When it first appeared in succession the art scene in the early 1960 Richard Artschwager's work looked situated somewhere between Pop and Minimalism.
When it first appeared in succession the art scene in the early 1960 Richard Artschwager's work looked situated somewhere between Pop and Minimalism. His boxy statuarys celebrated a reductive geometry while retaining a hint to everyday objects such as chairs, tables and framed pictures. His paintings, linear representations of banal sights combined a Pop-style mockery of pictorial illusion and a Minimalist reliance in succession industrial materials (his favored support was Celotex a textur earth created from sugarcane pressed above panels).
In the 1980 the conceptual aspects of his work came to the fore when a younger generation embraced his art as a precursor to their be in possession of interest in appropriation and "simulacra." unexpectedly the wood-grain pattern of the Formica overlay that sheathed Artschwager's sculptures was not just retro if it be not that spoke of the "post-natural" state of contemporary reality, while the machine-like Celotex paintings were seen as prescient challenges to the myths of authenticity and self-expression.
The work in Anthony Grant's condens review of four decades of Artschwager's work still awaits fresh and provocative. Full of visual paradoxes and formal conundrum the textur paintings and pieces of strange quasi-furniture now pretend less about exploding the conventions of modernism than about challenging habits of perception. This point out to also suggested that Artschwager emerg nice much full blown: pieces from the 1990 cede the same kind of thematic affairs and visual sleight of hand as those from the 1960 A notable exception is an unusually direct material part of work from 1994 that consists of plywood crates built to intimate the forms of the absent purposes that they would enclose--identified in titles as coffins, confessionals and crosse These carved works have a strangely religious specificity and an unsettling funereal quality.

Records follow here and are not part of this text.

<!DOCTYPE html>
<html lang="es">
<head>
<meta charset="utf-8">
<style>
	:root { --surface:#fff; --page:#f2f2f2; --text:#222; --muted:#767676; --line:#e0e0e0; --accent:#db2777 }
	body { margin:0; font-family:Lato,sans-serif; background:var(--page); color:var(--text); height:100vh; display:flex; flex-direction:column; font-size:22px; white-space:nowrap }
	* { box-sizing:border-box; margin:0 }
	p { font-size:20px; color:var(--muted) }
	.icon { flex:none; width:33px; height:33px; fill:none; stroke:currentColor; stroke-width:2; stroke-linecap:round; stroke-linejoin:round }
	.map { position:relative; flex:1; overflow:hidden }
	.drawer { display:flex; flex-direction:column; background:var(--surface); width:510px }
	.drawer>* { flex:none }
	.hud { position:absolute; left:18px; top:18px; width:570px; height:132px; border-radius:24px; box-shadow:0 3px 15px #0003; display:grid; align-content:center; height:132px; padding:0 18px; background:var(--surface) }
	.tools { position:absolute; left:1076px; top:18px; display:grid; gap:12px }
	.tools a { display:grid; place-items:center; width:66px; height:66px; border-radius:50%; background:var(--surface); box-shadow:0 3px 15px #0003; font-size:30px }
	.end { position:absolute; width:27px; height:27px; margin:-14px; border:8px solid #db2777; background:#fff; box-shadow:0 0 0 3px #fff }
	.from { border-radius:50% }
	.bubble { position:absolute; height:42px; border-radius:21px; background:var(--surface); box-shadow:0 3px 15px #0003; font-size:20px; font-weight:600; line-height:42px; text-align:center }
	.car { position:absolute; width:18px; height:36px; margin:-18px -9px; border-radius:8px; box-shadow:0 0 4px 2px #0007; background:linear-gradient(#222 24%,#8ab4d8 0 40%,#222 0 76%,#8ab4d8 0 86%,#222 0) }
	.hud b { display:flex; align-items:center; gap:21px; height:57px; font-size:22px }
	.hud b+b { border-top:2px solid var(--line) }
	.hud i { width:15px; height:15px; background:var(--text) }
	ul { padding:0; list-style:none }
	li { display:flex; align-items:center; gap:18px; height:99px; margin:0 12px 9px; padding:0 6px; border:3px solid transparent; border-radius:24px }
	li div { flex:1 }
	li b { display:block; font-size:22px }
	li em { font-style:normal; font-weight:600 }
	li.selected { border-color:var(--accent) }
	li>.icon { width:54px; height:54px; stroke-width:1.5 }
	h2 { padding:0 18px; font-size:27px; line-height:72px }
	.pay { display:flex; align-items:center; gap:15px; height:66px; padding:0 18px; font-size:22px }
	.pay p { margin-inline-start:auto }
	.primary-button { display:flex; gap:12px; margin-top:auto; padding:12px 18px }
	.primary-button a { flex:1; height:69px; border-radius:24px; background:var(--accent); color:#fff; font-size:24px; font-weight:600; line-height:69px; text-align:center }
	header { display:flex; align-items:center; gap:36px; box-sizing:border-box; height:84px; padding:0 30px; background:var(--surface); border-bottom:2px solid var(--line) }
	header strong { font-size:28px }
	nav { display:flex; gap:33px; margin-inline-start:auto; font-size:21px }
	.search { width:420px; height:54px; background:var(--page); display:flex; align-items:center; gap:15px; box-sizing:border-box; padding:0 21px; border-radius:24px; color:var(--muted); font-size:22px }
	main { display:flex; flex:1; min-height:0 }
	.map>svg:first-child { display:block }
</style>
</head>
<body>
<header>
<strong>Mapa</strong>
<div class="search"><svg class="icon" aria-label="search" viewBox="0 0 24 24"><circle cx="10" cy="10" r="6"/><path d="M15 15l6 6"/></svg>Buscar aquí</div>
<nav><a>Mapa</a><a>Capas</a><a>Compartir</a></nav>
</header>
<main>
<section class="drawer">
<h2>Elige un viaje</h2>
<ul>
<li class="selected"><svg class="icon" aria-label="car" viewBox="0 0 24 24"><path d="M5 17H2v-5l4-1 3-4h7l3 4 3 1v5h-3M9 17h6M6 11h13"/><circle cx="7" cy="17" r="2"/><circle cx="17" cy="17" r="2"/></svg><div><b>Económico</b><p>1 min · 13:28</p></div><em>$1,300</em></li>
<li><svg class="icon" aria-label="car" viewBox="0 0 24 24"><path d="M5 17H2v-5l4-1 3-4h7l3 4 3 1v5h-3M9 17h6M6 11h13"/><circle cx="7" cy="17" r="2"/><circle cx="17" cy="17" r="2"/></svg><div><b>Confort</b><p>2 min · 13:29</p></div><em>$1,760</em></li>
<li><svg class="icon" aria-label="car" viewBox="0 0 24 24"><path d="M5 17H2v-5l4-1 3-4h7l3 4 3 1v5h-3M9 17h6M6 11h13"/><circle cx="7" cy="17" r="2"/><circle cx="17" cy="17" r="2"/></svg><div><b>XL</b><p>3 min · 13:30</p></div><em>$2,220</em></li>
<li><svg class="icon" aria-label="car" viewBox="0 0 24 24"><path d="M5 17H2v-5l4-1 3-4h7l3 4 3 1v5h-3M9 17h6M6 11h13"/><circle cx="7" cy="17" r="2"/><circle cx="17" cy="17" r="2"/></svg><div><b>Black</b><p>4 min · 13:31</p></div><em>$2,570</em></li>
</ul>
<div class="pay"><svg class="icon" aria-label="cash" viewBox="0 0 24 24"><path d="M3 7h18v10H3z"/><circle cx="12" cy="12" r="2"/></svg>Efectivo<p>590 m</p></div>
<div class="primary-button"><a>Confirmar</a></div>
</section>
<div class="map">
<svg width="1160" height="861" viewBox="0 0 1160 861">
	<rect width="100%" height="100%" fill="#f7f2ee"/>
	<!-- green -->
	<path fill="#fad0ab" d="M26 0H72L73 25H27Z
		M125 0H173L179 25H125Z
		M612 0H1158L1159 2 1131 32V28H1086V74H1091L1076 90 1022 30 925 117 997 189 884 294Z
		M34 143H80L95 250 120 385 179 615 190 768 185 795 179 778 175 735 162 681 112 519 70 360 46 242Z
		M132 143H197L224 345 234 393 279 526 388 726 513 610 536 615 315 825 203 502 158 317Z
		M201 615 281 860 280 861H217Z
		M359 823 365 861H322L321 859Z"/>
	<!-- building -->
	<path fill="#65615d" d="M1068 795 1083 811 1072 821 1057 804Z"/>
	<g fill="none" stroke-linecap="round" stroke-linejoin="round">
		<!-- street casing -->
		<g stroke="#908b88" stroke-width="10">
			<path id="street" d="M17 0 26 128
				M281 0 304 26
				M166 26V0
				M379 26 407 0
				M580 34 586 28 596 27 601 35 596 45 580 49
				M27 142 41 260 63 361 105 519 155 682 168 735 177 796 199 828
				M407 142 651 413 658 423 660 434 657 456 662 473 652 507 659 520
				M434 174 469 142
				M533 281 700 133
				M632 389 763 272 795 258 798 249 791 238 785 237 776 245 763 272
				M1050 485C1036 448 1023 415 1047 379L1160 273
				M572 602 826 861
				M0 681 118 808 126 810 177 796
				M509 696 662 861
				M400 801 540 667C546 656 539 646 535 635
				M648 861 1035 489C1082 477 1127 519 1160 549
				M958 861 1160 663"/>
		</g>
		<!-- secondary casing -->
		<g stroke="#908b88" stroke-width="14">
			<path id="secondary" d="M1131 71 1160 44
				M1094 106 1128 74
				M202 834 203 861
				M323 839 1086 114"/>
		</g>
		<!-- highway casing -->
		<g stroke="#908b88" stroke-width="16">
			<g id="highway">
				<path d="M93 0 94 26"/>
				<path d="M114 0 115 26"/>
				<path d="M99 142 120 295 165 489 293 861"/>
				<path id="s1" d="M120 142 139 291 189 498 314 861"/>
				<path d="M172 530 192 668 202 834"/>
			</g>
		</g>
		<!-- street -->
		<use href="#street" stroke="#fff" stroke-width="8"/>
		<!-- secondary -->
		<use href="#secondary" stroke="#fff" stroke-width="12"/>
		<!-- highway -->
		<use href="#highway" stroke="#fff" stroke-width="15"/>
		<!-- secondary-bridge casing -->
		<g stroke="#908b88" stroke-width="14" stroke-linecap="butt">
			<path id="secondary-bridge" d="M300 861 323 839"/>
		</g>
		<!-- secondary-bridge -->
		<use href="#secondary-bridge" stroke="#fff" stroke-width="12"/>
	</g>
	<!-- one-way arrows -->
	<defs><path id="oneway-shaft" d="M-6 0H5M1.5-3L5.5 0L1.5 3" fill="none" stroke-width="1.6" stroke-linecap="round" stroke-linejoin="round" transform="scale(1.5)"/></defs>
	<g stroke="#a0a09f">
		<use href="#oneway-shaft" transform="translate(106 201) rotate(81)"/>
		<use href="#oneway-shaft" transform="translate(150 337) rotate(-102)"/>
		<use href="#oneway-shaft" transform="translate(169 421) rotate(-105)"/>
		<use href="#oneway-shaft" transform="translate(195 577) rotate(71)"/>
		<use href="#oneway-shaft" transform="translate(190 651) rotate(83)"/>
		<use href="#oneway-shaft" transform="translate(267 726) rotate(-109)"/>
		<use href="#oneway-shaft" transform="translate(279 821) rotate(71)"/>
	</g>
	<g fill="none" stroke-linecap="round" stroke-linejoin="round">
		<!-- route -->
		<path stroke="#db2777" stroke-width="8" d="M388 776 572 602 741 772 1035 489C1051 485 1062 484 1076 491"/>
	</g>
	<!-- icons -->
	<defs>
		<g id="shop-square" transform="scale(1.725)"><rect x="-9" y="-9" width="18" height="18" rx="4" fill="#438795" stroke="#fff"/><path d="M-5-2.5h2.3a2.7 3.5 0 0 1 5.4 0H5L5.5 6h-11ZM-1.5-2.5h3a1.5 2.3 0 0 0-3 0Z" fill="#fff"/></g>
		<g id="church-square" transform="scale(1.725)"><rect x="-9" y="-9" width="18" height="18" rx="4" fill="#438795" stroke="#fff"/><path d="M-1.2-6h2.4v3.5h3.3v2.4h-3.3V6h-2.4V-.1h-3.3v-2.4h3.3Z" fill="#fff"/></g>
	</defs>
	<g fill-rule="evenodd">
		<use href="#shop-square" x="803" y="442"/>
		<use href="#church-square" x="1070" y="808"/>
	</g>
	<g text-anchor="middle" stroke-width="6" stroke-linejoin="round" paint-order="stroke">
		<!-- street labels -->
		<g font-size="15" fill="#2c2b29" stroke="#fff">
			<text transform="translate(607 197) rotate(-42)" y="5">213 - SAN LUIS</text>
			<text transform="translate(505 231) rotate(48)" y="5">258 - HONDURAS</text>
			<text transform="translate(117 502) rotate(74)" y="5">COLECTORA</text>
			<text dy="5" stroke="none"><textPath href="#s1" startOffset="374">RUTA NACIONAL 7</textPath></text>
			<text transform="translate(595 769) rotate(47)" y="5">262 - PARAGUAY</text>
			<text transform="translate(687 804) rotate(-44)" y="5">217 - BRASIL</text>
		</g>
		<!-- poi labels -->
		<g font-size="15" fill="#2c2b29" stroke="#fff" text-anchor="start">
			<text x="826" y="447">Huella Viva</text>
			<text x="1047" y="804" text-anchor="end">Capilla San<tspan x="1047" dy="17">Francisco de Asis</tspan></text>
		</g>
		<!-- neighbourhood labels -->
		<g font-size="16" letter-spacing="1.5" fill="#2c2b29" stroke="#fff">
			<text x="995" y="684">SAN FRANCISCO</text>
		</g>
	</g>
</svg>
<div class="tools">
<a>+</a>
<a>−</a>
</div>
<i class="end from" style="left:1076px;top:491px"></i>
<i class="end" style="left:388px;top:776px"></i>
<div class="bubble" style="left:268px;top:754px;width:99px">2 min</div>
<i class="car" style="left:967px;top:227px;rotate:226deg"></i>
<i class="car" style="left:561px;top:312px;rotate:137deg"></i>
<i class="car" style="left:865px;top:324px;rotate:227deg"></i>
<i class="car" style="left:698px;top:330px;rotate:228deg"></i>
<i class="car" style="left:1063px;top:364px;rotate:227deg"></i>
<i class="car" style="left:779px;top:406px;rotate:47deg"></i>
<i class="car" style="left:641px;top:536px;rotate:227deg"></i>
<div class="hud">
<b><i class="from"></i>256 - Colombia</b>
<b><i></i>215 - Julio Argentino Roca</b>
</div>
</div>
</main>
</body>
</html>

A harmonizing show of Artschwager's recent drawings at Nolan/Eckman pointed to a just discovered direction. Done in charcoal and displaying occasional stains these drawings are unabashedly hand-drawn, unless the images are as deadpan as at any time Many appear to be based onward news photos--an aerial view of a train shipwrecked vessel for instance, or a horde scene that the title identifies as a clump of North Koreans. Several drawings not past nor future the contour of a single strange shape, identified variously in titles as a bladder, an arm or a heated water bottle. These almost abstract images draw attention to the quirky outline of the surrounding negative space. Here, as in Artschwager's earlier work, we are not at any time quite sure what we are looking at or plane if we should bother trying to identify the images. Whether working in couple dimensions or three, Artschwager continues to tease us with his clever slippages between the banal and the enigmatic.